TANF and MOE Programs: How They Support Our Needy Families and Youth South Carolina is using $8 million to start an after-school program for at-risk school students. Wisconsin will be spending $15 million over two years on services to low-income at-risk youth with the goals of preventing welfare dependency and teen pregnancy and improving social, academic and employment outcomes. Los Angeles is using $13.5 million to provide summer jobs to low-income youths. All of these efforts are using a relatively new funding source, Temporary Assistance for Needy Families, to support services to at-risk youth. Many youth development, education and employment programs address the goals of the 1996 welfare law, and states or counties could commit TANF funds for such programs.
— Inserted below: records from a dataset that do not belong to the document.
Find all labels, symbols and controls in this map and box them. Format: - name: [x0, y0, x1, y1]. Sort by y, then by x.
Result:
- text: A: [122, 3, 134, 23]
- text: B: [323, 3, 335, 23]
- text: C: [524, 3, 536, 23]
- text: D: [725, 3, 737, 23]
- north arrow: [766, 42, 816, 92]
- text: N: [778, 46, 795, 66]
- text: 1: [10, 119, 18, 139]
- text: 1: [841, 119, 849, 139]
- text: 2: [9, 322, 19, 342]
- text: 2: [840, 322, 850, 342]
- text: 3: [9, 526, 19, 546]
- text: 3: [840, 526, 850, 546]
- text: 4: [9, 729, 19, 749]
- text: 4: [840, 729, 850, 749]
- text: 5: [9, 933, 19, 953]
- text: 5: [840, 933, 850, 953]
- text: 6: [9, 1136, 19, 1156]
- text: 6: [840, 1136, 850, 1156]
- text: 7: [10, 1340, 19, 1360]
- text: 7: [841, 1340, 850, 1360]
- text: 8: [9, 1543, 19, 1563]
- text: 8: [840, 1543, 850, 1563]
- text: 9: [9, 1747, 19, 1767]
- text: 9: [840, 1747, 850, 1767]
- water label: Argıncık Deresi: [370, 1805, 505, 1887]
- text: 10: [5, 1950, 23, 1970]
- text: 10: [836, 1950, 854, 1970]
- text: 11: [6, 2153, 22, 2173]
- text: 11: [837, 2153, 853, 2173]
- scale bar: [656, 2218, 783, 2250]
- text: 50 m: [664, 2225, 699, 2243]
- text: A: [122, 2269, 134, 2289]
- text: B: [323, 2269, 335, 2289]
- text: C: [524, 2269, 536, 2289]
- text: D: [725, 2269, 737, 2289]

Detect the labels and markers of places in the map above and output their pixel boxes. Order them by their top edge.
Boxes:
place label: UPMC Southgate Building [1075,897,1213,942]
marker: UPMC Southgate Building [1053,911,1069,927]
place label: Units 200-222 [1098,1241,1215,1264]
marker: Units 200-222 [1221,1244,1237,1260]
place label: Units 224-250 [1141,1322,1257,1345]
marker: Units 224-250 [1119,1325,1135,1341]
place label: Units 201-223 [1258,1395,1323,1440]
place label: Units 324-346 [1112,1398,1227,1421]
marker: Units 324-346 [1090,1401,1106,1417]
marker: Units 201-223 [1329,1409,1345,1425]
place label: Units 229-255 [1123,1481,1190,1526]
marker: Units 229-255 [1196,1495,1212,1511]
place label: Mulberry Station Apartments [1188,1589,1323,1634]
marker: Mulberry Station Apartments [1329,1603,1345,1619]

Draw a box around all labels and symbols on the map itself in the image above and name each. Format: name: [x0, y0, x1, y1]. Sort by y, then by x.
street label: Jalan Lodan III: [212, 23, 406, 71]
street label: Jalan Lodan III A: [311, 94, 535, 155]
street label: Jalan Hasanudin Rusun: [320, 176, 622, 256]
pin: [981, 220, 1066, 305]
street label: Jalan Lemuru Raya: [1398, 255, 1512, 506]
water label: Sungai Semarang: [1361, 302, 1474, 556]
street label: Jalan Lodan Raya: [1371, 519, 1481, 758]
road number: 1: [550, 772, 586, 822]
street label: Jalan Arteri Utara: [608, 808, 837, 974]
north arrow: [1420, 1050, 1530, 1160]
The 1996 welfare law created a new federal block grant, TANF, to replace Aid to Families with Dependent Children (AFDC). Each state gets an annual block grant that is generally based upon federal spending for the state for AFDC and a set of related programs in the early 1990's.
In order to avoid a federal fiscal penalty, a state must also spend at least 80 percent (or 75 percent if the state meets federal participation requirements) of the funds that the state was spending in 1994 for AFDC and a set of related programs. The funds that states spend in order to draw down their federal allocations are called Maintenance-of-Effort (MOE) funds.
Welfare caseloads have dropped dramatically in most states since the early 1990's, freeing up funds that previously would have been spent for cash assistance. While the total annual TANF block grant plus the amount states are obligated to spend totals $27 billion, states spent only $14 billion on TANF cash assistance in 1998. TANF and state MOE funds can be spent on a wide variety of...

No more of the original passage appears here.